ASSIGNMENT: Once the line containing "Input: one rendered" is found in the entries below, reproduce it and every line after it, stopping at and including the line containing "Task: Summarize the content of this"; reproduce nothing else, and keep each line exact.

PROVIDED RECORDS:
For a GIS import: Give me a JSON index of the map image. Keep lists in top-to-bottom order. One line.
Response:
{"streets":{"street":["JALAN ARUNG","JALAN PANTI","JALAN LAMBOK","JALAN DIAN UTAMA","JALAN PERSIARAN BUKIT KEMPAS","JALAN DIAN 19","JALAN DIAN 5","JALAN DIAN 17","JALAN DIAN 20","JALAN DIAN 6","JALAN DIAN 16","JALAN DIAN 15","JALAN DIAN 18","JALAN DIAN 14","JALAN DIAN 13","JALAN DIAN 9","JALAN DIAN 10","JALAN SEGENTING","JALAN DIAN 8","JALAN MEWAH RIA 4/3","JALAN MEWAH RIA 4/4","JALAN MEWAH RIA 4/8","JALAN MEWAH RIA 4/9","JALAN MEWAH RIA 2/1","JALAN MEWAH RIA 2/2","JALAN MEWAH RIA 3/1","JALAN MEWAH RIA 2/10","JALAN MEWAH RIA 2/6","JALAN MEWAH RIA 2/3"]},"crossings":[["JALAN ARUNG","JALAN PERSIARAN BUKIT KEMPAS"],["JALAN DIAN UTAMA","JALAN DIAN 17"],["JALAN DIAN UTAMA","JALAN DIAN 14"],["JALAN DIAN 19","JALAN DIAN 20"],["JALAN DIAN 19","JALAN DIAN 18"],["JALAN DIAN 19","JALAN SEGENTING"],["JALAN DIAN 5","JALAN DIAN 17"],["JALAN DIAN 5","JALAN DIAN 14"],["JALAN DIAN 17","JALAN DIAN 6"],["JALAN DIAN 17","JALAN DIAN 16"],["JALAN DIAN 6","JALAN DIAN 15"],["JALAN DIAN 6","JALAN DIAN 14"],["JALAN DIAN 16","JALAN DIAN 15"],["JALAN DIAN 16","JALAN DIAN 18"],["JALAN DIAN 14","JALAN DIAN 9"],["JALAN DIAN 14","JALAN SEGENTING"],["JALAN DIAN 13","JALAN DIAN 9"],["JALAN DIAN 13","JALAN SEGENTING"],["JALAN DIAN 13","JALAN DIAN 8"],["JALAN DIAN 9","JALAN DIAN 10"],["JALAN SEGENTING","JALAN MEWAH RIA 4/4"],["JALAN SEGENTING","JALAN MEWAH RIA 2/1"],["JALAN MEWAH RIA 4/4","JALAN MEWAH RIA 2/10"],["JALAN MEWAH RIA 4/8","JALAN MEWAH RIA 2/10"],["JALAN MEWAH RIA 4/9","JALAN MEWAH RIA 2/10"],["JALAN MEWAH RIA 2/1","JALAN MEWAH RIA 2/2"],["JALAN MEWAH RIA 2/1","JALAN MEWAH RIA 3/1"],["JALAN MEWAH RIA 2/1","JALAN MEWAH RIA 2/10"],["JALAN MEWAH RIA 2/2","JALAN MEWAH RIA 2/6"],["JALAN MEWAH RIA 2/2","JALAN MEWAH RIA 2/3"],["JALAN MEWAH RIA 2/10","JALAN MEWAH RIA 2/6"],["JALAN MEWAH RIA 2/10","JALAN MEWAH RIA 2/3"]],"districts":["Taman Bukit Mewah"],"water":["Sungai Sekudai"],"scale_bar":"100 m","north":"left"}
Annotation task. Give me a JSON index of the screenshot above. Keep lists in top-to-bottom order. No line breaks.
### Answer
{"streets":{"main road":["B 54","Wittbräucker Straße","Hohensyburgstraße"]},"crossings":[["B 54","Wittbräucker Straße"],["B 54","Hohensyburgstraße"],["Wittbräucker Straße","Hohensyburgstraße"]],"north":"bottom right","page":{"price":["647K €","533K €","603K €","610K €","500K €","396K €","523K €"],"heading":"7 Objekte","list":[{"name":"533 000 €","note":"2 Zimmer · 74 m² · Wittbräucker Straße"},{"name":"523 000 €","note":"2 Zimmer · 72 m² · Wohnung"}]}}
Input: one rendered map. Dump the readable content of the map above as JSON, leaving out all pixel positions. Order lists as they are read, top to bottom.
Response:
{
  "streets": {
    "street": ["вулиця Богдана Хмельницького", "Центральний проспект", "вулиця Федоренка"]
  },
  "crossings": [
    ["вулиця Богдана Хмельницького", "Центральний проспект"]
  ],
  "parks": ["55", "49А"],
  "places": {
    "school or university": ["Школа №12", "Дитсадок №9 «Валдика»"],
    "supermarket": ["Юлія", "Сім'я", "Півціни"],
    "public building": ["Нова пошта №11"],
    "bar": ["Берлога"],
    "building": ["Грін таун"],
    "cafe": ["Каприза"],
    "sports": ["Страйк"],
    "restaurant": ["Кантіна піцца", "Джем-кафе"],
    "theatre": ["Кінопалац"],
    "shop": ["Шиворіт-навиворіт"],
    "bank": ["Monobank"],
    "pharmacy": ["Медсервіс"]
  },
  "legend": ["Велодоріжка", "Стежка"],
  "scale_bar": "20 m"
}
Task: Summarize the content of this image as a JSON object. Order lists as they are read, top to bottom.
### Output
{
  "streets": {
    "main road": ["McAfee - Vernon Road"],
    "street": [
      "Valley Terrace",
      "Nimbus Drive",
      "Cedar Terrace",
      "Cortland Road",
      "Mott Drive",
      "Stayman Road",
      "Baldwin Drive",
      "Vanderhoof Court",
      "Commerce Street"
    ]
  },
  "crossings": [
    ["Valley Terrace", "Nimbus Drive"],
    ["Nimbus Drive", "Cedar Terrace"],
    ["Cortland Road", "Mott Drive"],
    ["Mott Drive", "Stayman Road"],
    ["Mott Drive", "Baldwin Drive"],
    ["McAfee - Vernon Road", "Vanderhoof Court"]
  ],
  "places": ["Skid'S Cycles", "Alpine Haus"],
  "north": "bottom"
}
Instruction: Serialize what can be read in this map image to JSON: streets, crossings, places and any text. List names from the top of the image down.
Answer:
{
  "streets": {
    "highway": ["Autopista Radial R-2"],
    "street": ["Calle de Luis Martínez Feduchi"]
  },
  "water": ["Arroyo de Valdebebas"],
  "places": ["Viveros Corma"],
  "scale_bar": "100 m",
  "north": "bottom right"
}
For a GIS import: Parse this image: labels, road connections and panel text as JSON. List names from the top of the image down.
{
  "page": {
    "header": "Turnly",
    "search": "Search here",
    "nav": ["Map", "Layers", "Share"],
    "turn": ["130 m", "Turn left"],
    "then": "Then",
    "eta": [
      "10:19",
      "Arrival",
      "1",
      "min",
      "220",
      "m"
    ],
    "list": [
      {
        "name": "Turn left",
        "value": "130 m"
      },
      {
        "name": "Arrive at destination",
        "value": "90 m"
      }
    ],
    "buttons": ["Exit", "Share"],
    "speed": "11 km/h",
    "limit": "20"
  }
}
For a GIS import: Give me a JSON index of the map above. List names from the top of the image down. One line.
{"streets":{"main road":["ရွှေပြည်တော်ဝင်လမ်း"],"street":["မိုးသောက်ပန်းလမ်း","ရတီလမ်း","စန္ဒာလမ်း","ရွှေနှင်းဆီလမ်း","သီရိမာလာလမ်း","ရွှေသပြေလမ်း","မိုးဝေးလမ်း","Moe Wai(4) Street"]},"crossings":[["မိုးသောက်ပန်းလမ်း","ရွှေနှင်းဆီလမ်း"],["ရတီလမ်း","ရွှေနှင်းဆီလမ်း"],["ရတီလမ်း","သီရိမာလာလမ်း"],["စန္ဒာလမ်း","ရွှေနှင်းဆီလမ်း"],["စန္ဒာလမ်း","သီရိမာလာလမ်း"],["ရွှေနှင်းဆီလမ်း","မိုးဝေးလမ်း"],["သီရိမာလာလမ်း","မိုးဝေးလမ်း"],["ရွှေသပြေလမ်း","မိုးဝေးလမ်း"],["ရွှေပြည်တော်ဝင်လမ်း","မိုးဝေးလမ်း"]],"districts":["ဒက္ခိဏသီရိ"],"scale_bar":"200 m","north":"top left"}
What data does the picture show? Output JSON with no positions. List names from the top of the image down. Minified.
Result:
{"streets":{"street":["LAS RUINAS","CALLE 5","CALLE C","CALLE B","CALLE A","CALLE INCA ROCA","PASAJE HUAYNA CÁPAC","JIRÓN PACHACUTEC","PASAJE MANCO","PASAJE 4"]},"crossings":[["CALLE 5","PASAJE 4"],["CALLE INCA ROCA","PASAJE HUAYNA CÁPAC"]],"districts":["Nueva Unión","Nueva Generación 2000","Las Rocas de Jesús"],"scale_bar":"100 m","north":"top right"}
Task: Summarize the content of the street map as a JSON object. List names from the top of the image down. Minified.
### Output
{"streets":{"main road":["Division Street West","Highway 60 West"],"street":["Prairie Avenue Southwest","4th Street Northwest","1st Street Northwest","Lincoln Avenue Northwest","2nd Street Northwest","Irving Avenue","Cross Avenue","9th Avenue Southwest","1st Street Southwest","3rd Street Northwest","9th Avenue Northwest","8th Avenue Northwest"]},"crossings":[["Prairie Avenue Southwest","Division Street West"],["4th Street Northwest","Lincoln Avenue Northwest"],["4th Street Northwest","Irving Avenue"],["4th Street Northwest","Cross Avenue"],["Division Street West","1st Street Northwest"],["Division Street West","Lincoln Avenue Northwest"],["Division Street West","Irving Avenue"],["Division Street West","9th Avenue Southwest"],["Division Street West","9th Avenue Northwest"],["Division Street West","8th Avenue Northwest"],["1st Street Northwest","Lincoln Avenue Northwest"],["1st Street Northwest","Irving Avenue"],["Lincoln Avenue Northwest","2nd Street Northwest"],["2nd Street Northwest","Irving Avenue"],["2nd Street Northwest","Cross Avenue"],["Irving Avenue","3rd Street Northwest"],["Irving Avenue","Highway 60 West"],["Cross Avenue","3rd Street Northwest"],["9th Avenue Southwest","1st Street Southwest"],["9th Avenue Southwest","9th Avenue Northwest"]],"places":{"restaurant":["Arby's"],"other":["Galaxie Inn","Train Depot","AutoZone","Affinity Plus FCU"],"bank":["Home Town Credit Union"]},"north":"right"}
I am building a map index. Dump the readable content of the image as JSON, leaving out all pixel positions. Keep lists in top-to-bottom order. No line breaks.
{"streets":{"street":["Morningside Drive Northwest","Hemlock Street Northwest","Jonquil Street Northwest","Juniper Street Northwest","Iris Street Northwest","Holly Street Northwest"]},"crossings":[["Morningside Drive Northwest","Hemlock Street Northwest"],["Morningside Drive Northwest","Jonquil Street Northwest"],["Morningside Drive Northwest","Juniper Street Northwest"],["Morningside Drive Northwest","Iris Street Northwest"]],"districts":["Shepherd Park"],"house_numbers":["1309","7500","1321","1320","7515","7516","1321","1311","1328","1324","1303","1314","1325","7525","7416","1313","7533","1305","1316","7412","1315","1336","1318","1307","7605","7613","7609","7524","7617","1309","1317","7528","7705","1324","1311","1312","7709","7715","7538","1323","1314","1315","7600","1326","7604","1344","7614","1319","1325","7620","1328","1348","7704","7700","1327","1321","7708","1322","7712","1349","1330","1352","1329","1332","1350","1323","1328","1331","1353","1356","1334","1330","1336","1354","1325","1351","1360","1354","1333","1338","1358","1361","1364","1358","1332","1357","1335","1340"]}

ANSWER SPACE:
Input: one rendered map. Dump the readable content of the map above as JSON, leaving out all pixel positions. Order lists as they are read, top to bottom.
Response:
{
  "streets": {
    "street": ["вулиця Богдана Хмельницького", "Центральний проспект", "вулиця Федоренка"]
  },
  "crossings": [
    ["вулиця Богдана Хмельницького", "Центральний проспект"]
  ],
  "parks": ["55", "49А"],
  "places": {
    "school or university": ["Школа №12", "Дитсадок №9 «Валдика»"],
    "supermarket": ["Юлія", "Сім'я", "Півціни"],
    "public building": ["Нова пошта №11"],
    "bar": ["Берлога"],
    "building": ["Грін таун"],
    "cafe": ["Каприза"],
    "sports": ["Страйк"],
    "restaurant": ["Кантіна піцца", "Джем-кафе"],
    "theatre": ["Кінопалац"],
    "shop": ["Шиворіт-навиворіт"],
    "bank": ["Monobank"],
    "pharmacy": ["Медсервіс"]
  },
  "legend": ["Велодоріжка", "Стежка"],
  "scale_bar": "20 m"
}
Task: Summarize the content of this image as a JSON object. Order lists as they are read, top to bottom.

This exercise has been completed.